/---

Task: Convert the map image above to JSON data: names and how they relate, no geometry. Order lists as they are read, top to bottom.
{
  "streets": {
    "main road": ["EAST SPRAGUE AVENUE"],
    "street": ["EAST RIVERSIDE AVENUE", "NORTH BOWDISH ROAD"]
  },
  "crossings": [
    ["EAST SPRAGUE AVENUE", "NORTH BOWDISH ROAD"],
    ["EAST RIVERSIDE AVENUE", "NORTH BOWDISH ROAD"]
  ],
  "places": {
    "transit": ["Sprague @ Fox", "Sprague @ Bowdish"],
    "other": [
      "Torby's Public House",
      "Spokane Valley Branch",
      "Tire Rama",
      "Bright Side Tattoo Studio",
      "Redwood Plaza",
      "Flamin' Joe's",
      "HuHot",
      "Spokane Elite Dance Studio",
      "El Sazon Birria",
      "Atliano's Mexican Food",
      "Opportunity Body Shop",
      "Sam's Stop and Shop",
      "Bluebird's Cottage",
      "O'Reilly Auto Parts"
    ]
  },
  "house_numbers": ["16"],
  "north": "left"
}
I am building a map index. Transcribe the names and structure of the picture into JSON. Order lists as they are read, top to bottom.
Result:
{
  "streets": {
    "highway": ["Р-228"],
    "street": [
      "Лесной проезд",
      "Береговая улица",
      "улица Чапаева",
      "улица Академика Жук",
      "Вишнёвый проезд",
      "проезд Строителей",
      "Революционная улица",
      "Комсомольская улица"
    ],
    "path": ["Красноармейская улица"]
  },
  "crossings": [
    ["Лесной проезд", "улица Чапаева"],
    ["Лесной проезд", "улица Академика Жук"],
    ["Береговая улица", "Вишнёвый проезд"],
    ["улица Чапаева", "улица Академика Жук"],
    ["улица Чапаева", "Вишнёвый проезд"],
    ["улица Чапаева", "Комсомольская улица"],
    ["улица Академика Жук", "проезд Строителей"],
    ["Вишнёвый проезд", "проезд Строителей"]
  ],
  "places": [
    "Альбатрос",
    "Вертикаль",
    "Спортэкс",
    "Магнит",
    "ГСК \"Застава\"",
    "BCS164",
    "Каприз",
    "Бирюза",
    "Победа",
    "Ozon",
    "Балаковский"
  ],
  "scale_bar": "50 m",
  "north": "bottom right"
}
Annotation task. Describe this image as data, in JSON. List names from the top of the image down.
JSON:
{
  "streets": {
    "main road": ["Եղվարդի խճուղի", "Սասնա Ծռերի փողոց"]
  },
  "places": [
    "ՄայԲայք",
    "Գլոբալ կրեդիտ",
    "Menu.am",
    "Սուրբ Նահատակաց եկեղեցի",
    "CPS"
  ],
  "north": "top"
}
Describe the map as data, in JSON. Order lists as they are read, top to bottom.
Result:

\---

Nothing but the lines from the one with "Annotation task. Describe" through the last line of the entries should be repeated, and those exactly.

Annotation task. Describe this image as data, in JSON. List names from the top of the image down.
JSON:
{
  "streets": {
    "main road": ["Եղվարդի խճուղի", "Սասնա Ծռերի փողոց"]
  },
  "places": [
    "ՄայԲայք",
    "Գլոբալ կրեդիտ",
    "Menu.am",
    "Սուրբ Նահատակաց եկեղեցի",
    "CPS"
  ],
  "north": "top"
}
Describe the map as data, in JSON. Order lists as they are read, top to bottom.
Result:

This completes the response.